§ Exercise
Quote from the first line below through the line that contains "filter:drop-shadow(2px 0 #b5babf)", both included, and leave the pictures out.

§ Data extract
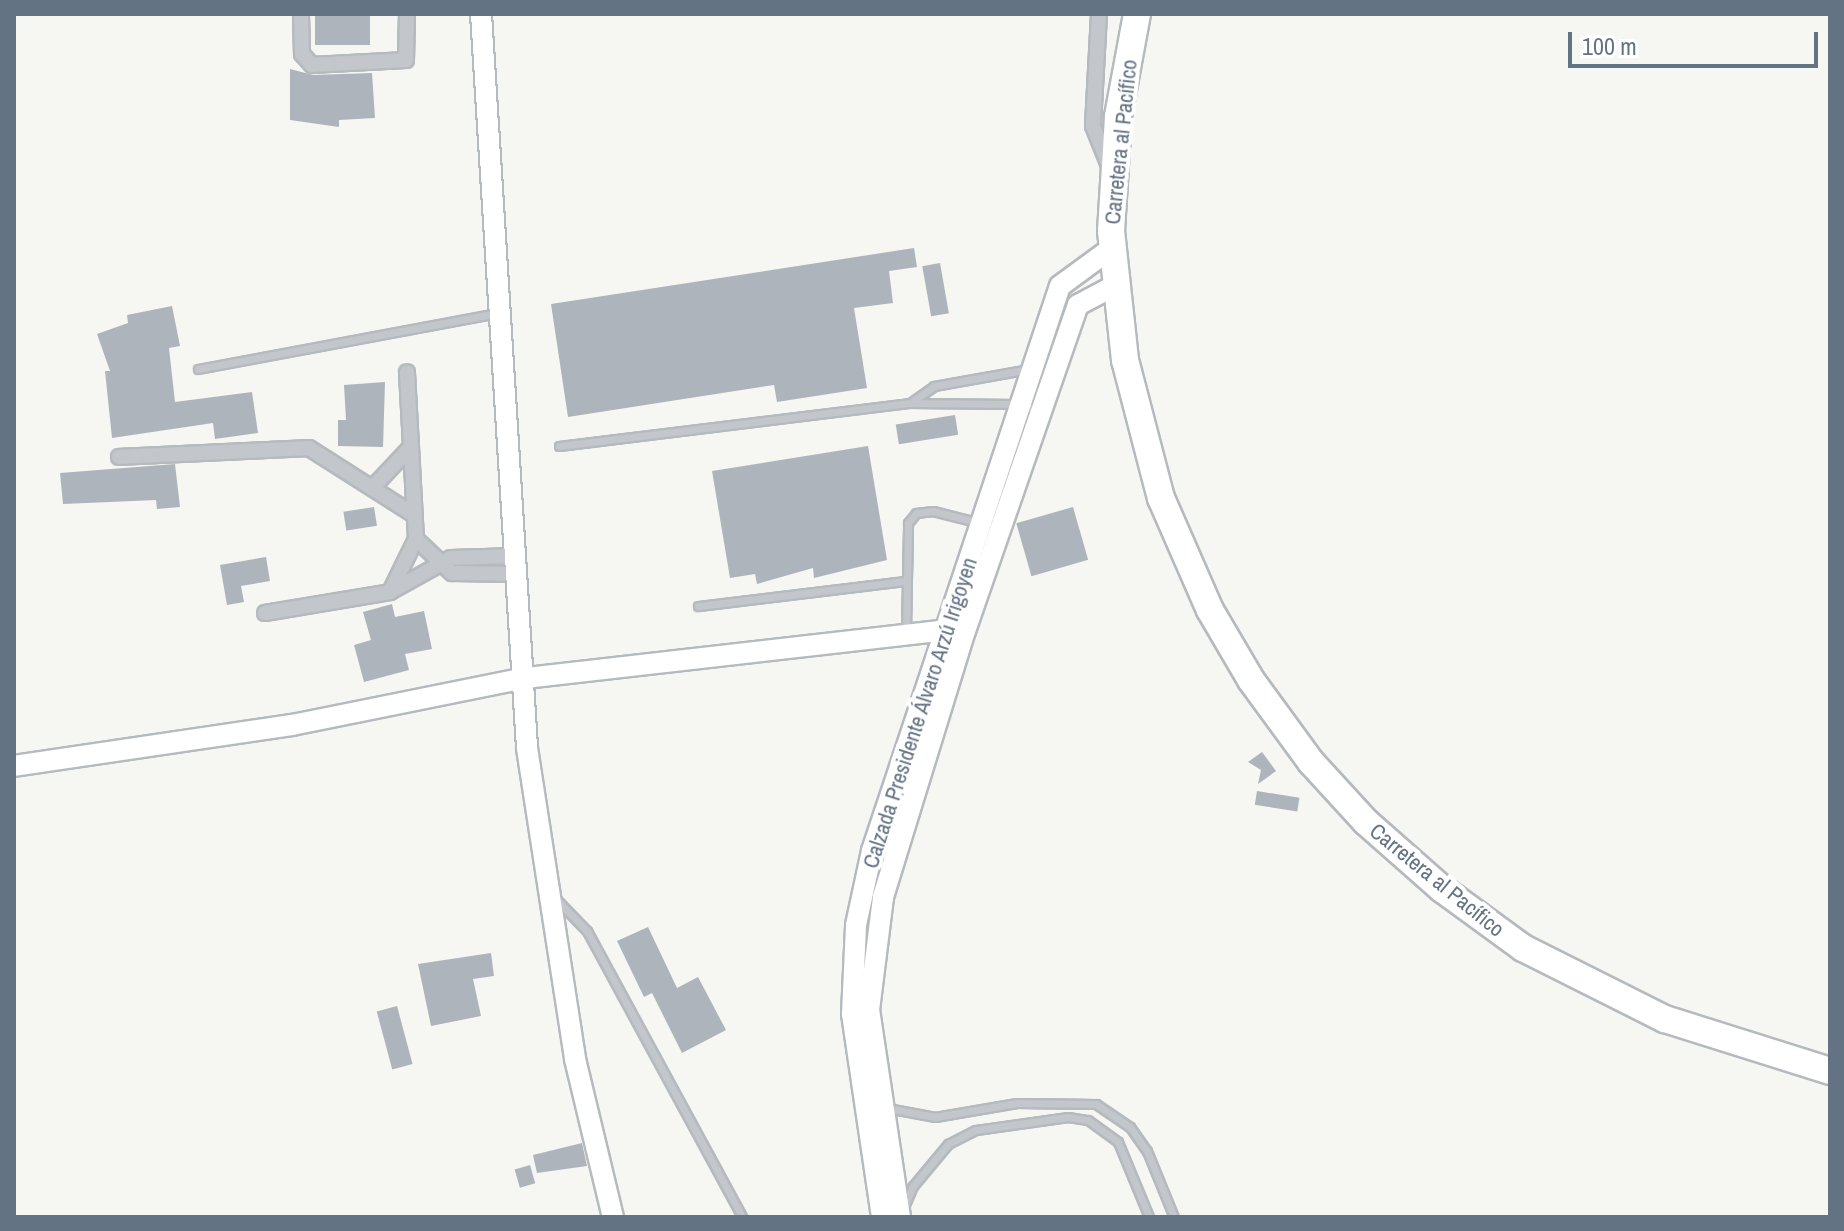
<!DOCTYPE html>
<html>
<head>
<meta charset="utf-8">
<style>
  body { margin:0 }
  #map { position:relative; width:1844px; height:1231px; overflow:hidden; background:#f6f6f2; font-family:"Archivo Narrow",sans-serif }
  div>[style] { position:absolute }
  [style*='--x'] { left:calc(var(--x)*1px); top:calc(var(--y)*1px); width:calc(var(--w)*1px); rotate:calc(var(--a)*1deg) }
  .building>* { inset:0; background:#aeb4bb; transform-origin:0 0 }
  .roads { filter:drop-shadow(2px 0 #b5babf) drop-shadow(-2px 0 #b5babf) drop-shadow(0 2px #b5babf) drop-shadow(0 -2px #b5babf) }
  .lane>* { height:7px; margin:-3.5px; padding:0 3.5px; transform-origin:3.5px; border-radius:3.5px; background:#c3c6ca }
  .street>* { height:14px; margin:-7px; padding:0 7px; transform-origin:7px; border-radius:7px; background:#c3c6ca }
  .secondary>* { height:20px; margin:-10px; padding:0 10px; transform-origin:10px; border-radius:10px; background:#fff }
  .highway>* { height:26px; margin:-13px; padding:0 13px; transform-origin:13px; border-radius:13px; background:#fff }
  span { translate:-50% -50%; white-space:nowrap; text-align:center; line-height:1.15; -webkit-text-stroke:8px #fff; paint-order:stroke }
  .street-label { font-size:22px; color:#647384 }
  .frame { position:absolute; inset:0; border:16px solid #647384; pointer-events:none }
  .scale { position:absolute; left:1568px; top:32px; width:250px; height:36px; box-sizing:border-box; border:4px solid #647384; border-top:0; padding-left:10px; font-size:24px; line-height:28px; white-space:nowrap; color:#647384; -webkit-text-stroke:6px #fff; paint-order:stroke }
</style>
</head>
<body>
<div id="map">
  <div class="building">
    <i style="left:315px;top:14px;width:55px;height:31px"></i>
    <i style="clip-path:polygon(290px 69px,313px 75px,372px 73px,375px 118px,339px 120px,339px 127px,290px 120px)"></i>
    <i style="clip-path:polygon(914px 248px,917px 267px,889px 271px,893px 303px,854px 308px,867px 388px,777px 402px,774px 385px,568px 417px,551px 304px)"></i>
    <i style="left:940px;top:263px;width:51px;height:18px;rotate:80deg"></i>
    <i style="clip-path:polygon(172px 306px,180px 346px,169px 348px,175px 402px,252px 392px,258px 433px,215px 439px,213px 423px,112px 438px,105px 371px,110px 371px,97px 334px,128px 323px,127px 315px)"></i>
    <i style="clip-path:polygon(385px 382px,383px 447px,338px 446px,338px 420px,346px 420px,344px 385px)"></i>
    <i style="left:955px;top:415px;width:20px;height:60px;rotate:81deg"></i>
    <i style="clip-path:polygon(868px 446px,887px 560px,814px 578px,813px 568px,757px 584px,755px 574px,730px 578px,712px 471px)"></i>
    <i style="clip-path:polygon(175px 464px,180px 507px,157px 509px,156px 500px,63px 504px,60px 473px)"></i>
    <i style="left:374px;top:507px;width:19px;height:31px;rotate:81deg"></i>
    <i style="left:1073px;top:507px;width:55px;height:59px;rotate:74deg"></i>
    <i style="clip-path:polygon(266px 557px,270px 581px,241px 586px,244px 602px,227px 605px,220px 565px)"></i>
    <i style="clip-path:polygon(392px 604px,395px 617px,424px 611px,432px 649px,405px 654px,409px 670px,364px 682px,354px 645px,371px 640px,363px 612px)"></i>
    <i style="clip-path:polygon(1262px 752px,1276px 771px,1258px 784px,1261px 770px,1248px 762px)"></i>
    <i style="left:1257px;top:791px;width:43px;height:14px;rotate:9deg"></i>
    <i style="clip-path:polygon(648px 927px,677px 988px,698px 977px,726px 1030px,682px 1053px,652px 993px,644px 997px,617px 941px)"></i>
    <i style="clip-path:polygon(491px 953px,494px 976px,473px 979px,481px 1016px,431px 1026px,418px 964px)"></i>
    <i style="left:397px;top:1006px;width:60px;height:21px;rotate:75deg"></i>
    <i style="clip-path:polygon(582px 1143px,587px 1166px,537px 1173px,533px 1155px)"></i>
    <i style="left:530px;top:1165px;width:19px;height:16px;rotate:74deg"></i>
  </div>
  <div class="roads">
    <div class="lane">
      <i style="--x:198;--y:369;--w:304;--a:-10.6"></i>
      <i style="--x:910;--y:403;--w:29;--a:-35"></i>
      <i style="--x:934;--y:386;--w:97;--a:-10.1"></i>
      <i style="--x:559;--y:446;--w:354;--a:-7"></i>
      <i style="--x:910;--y:403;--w:108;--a:0.5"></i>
      <i style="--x:1018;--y:404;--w:22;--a:18"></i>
      <i style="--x:698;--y:606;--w:209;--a:-6.9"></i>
      <i style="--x:906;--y:632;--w:109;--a:-88.9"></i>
      <i style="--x:908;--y:523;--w:13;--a:-51"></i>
      <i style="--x:916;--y:513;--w:17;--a:-7"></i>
      <i style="--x:933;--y:511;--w:49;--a:14.3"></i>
      <i style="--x:556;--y:899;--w:45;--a:45.9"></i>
      <i style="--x:587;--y:931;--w:325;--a:61.5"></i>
      <i style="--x:887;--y:1108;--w:49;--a:10.6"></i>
      <i style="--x:935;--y:1117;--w:83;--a:-9.7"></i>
      <i style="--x:1017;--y:1103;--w:79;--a:0.7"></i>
      <i style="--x:1096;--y:1104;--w:41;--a:34.1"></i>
      <i style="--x:1130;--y:1127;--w:29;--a:55"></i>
      <i style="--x:1147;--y:1151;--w:71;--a:67.8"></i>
      <i style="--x:904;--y:1207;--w:23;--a:-67"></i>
      <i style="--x:913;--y:1186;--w:55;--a:-50.2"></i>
      <i style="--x:948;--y:1144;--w:31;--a:-27"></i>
      <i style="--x:976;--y:1130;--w:93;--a:-8"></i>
      <i style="--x:1068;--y:1117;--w:20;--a:9"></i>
      <i style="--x:1088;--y:1120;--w:37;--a:36"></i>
      <i style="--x:1118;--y:1142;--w:81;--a:67.5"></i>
    </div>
    <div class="street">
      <i style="--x:301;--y:14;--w:40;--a:88.6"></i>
      <i style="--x:302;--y:54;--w:15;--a:48"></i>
      <i style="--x:312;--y:65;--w:94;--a:-3"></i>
      <i style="--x:406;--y:60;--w:46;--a:-88.8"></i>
      <i style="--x:1099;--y:14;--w:112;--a:93.1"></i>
      <i style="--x:1093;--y:126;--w:51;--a:68"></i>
      <i style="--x:119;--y:457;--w:190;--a:-2.7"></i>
      <i style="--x:309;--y:448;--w:125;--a:32.5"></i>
      <i style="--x:375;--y:485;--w:48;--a:-46.7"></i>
      <i style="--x:416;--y:539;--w:50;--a:43.4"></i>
      <i style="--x:452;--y:573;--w:66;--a:0.9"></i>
      <i style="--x:390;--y:592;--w:59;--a:-63.9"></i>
      <i style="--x:416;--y:539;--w:167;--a:-93.1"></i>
      <i style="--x:265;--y:613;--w:127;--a:-9.5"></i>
      <i style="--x:390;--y:592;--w:70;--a:-29.1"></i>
      <i style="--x:451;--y:558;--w:66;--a:-1.7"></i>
    </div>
    <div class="secondary">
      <i style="--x:481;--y:14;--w:735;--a:86.41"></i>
      <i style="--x:527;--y:748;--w:315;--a:81.2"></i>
      <i style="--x:575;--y:1059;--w:163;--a:76.5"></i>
      <i style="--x:14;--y:766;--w:281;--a:-8.4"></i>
      <i style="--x:292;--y:725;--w:239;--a:-11.4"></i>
      <i style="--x:526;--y:678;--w:435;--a:-6.5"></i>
      <i style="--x:882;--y:1217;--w:205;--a:-98.4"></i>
      <i style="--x:852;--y:1014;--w:89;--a:-87.4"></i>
      <i style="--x:856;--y:925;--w:76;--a:-77.8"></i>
      <i style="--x:872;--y:851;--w:595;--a:-71.6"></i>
      <i style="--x:1060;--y:286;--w:66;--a:-36.3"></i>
      <i style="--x:900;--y:1217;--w:209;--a:-98.5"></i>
      <i style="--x:869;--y:1010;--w:114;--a:-82.9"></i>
      <i style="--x:883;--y:897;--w:278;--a:-72.9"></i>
      <i style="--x:965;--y:631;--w:345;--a:-70.9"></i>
      <i style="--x:1078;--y:305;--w:43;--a:-27.8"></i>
    </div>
    <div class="highway">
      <i style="--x:1137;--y:14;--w:105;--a:100.5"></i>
      <i style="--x:1118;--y:117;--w:114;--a:93.5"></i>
      <i style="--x:1111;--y:231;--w:130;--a:83.8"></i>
      <i style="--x:1125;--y:360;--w:143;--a:75.4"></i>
      <i style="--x:1161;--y:498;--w:122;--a:66.4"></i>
      <i style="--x:1210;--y:610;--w:81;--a:59.6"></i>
      <i style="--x:1251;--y:680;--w:102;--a:53.8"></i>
      <i style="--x:1311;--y:762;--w:81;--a:47.5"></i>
      <i style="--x:1366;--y:822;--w:101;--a:41.4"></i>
      <i style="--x:1442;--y:889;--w:100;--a:36.1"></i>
      <i style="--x:1523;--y:948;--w:159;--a:26.6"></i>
      <i style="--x:1665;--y:1019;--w:173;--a:17.5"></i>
    </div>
  </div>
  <div class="street-label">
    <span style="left:1121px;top:142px;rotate:-84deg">Carretera al Pacífico</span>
    <span style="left:920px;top:713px;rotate:-72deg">Calzada Presidente Álvaro Arzú Irigoyen</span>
    <span style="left:1437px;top:880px;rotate:39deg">Carretera al Pacífico</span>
  </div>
  <div class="frame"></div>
  <div class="scale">100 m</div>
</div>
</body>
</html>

§ Response to this exercise
<!DOCTYPE html>
<html>
<head>
<meta charset="utf-8">
<style>
  body { margin:0 }
  #map { position:relative; width:1844px; height:1231px; overflow:hidden; background:#f6f6f2; font-family:"Archivo Narrow",sans-serif }
  div>[style] { position:absolute }
  [style*='--x'] { left:calc(var(--x)*1px); top:calc(var(--y)*1px); width:calc(var(--w)*1px); rotate:calc(var(--a)*1deg) }
  .building>* { inset:0; background:#aeb4bb; transform-origin:0 0 }
  .roads { filter:drop-shadow(2px 0 #b5babf) drop-shadow(-2px 0 #b5babf) drop-shadow(0 2px #b5babf) drop-shadow(0 -2px #b5babf) }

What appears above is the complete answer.